Extinction of a species is a sad event, but it is good to see that the public care. Many Chinese netizens have expressed their concern about disappearing animals and deterioration of the environment. The Chinese paddlefish is neither the first victim, nor will it be the last.
The northern white rhino is a subspecies doomed to be extinct. The only known male died in 2018, leaving two females left, both infertile. In fact, all five species of rhinos are on the brink of extinction, especially the three in Asia.
Since the year 1500, roughly 80 mammal species and over 190 bird species have become extinct. And they are only a few on a long list. The IUCN official site lists a total of 877 extinct species, with another 73 extinct in the wild. A more shocking number is there are 6,413 species classified as "critically endangered," which means they are only one step away from extinction.
Here is a gallery of extinct species. There are no clear photos of some of the most well-known extinct animals, while there are none of some lesser-known ones.

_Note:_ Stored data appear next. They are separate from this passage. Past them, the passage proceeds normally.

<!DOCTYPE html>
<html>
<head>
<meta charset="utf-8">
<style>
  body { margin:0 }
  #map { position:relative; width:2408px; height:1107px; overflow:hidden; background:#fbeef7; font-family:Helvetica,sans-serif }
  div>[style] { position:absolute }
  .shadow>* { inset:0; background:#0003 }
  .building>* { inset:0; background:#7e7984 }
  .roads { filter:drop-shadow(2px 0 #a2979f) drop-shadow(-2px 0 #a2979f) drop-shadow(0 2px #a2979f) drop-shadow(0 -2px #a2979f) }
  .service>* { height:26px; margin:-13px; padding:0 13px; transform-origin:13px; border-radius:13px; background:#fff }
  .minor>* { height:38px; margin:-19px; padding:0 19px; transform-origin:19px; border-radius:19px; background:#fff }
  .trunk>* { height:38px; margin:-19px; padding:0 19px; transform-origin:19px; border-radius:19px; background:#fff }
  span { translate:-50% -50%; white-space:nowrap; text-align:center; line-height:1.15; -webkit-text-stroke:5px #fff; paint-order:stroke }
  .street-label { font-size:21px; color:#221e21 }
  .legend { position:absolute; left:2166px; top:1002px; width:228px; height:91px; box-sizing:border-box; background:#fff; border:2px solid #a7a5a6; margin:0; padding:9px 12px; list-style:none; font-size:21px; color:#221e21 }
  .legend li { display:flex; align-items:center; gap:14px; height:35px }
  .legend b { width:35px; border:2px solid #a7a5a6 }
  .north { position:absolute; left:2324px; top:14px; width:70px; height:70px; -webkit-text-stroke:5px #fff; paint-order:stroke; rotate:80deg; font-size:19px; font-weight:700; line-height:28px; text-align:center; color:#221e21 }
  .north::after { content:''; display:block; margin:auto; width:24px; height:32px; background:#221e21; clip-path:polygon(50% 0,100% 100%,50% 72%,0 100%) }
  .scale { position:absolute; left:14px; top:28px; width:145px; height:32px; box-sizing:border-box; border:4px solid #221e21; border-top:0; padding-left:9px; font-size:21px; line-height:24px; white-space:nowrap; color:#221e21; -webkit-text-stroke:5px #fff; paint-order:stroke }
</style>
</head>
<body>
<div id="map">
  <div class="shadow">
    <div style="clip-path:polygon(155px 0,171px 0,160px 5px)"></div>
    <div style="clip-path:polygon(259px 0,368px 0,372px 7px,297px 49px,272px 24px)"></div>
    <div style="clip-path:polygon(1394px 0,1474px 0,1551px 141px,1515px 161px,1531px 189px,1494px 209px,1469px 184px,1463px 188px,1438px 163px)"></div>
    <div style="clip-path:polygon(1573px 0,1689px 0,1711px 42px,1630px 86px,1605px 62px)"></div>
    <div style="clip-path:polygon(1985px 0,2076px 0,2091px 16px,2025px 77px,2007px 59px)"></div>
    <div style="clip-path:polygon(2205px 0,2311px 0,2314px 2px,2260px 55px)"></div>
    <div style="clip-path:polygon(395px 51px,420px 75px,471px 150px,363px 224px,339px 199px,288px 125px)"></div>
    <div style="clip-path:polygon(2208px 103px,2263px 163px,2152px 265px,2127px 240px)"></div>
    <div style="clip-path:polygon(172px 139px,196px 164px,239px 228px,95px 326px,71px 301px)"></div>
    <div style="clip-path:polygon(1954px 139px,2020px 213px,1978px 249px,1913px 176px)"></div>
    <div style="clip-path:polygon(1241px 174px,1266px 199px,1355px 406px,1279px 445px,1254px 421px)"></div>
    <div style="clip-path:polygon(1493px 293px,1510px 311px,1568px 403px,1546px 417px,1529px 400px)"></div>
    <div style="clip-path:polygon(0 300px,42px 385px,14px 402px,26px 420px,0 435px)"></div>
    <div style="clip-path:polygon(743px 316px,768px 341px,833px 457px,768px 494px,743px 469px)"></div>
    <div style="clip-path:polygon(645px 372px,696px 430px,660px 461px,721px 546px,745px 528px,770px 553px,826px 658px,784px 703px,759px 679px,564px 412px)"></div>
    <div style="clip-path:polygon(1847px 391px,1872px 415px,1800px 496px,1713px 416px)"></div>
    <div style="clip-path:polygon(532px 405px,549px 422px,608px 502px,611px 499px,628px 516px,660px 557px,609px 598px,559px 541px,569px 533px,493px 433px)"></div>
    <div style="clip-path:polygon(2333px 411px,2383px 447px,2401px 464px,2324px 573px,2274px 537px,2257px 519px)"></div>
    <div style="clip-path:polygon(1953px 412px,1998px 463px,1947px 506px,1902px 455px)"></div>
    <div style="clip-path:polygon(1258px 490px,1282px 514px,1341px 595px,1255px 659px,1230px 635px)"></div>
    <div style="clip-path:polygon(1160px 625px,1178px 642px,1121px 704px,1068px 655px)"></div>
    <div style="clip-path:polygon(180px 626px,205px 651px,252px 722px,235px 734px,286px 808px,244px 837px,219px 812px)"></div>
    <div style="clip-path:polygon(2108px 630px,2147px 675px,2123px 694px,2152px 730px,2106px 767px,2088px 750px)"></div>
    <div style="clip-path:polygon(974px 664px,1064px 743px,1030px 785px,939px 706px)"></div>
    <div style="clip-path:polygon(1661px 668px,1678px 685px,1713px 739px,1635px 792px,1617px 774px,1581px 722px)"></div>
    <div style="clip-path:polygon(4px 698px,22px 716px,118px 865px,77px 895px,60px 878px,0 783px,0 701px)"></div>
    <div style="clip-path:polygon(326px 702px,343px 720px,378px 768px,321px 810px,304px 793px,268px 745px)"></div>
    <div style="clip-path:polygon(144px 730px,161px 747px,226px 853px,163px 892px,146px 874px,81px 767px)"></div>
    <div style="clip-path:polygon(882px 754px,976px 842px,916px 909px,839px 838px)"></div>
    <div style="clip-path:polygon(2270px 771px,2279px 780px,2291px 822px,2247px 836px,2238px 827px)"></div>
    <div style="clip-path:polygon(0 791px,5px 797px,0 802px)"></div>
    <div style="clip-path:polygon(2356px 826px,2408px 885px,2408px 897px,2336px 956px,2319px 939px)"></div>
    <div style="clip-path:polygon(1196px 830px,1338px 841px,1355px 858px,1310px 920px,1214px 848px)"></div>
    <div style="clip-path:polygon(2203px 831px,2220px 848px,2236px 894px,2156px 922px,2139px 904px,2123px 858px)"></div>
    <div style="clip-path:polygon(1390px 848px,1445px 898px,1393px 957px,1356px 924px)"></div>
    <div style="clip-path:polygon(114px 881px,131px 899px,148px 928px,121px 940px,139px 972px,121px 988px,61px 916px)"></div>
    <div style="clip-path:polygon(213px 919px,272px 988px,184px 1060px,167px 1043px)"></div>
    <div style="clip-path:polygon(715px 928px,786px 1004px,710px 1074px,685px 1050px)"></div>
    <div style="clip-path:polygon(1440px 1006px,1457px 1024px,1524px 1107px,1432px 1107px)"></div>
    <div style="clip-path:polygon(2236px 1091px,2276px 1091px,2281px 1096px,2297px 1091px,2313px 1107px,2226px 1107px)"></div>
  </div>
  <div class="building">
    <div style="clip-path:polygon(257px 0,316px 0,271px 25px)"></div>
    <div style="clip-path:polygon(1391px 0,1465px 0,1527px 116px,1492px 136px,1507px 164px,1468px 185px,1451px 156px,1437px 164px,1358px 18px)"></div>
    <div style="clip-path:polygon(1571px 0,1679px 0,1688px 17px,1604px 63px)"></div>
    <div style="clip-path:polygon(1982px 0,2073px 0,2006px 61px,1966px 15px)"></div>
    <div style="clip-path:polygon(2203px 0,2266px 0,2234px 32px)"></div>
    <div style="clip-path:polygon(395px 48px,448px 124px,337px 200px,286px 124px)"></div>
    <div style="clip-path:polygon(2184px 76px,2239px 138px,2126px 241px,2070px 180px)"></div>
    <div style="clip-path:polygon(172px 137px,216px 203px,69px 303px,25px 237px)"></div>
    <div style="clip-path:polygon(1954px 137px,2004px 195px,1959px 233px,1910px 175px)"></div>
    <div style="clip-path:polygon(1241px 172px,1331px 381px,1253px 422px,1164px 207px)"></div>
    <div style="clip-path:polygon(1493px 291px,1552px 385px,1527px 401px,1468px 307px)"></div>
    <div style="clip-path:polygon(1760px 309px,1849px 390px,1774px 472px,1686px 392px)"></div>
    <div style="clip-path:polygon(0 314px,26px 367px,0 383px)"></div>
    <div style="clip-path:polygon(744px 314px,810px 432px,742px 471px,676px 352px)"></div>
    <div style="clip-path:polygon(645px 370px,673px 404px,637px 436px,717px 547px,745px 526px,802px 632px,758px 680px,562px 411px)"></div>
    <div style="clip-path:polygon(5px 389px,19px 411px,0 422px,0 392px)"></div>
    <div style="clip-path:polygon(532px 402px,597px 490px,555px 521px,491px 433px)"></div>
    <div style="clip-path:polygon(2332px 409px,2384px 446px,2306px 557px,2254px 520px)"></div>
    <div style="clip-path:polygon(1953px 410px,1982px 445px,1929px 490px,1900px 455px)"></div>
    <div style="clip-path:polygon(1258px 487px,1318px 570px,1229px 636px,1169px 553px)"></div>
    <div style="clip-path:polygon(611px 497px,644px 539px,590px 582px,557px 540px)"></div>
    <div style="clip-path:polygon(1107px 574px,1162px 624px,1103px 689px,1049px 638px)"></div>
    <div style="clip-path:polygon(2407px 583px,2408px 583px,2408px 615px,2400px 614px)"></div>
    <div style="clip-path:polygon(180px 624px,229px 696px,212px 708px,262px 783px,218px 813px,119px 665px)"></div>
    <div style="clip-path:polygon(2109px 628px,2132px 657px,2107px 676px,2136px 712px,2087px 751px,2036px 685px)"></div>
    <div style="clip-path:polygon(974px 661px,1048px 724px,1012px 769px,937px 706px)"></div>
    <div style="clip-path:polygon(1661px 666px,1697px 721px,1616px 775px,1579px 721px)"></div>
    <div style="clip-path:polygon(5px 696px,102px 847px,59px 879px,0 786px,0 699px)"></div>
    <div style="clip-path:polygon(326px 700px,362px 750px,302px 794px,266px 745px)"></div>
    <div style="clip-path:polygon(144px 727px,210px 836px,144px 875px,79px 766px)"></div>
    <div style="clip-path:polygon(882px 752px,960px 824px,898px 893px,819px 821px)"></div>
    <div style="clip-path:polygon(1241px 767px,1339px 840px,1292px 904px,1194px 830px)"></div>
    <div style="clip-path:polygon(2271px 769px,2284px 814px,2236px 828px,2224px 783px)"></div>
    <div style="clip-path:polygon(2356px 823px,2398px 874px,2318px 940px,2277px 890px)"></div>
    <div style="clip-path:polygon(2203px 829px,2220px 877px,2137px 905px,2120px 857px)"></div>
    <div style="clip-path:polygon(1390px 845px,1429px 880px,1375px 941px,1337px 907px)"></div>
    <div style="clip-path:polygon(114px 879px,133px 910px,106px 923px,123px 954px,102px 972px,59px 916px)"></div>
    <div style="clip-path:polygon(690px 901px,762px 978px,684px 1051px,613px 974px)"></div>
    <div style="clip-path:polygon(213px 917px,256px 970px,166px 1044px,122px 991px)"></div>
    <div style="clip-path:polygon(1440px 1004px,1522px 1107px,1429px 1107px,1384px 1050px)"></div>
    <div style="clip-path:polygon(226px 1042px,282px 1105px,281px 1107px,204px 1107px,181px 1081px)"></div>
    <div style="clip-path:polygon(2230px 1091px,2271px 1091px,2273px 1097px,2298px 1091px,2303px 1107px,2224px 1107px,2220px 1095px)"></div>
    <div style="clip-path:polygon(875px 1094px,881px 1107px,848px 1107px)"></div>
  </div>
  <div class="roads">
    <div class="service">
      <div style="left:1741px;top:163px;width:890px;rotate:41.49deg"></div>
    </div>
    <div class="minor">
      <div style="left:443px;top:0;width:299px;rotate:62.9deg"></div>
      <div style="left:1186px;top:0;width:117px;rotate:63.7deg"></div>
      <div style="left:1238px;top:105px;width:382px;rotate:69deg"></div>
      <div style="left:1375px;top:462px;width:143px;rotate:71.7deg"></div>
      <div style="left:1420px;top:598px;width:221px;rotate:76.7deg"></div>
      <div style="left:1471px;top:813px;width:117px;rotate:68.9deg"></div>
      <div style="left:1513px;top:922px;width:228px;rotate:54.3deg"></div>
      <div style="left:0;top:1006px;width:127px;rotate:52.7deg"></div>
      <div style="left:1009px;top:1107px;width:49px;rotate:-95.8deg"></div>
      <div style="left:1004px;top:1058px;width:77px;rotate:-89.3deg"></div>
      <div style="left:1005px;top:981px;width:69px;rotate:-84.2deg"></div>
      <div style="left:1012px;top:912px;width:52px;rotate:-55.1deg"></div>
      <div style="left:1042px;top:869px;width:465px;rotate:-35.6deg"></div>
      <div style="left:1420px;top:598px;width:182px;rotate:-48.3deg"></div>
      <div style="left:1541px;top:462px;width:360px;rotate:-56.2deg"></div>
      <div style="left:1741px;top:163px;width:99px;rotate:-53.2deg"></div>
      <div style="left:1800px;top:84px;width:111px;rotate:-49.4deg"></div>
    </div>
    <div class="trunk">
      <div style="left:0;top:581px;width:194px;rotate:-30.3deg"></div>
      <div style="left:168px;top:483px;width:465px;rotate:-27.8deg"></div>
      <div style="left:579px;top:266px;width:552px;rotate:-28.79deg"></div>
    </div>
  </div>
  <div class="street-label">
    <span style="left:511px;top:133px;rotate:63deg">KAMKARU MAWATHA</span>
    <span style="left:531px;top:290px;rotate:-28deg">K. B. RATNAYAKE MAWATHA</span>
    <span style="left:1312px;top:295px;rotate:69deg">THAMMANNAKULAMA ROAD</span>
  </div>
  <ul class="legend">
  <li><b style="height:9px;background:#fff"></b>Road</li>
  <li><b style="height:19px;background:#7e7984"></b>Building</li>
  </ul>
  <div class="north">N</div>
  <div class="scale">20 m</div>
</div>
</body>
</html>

Within the last century, we have also lost the Caribbean monk seal (1952), Saudi gazelle (2008) and Yemen gazelle (1951), Schomburgk's deer (1932), Christmas Island pipistrelle (2009), Guam fruit bat (1968), Lake Mackay hare-wallaby (1932), Toolache wallaby (1939), Desert bandicoot (1943), Desert rat-kangaroo (1935), Lesser bilby (1931), Pig-footed bandicoot (1950), Crescent nailtail wallaby (1956), Red-bellied gracile opossum (1962), Bramble Cay melomys (2016) and dozens of rodent species. And this does not include subspecies, such as Caspian tiger (1970s), Formosan clouded leopard (2014), Pyrenean ibex (2000), and Easter cougar (2018).
The current rate of extinction of species is estimated at 100-1,000 times higher than natural background rates. Researchers have shown that roughly one million species of plants and animals face extinction caused by human activities. This means the list could go even longer, if conservation measures are not taken immediately.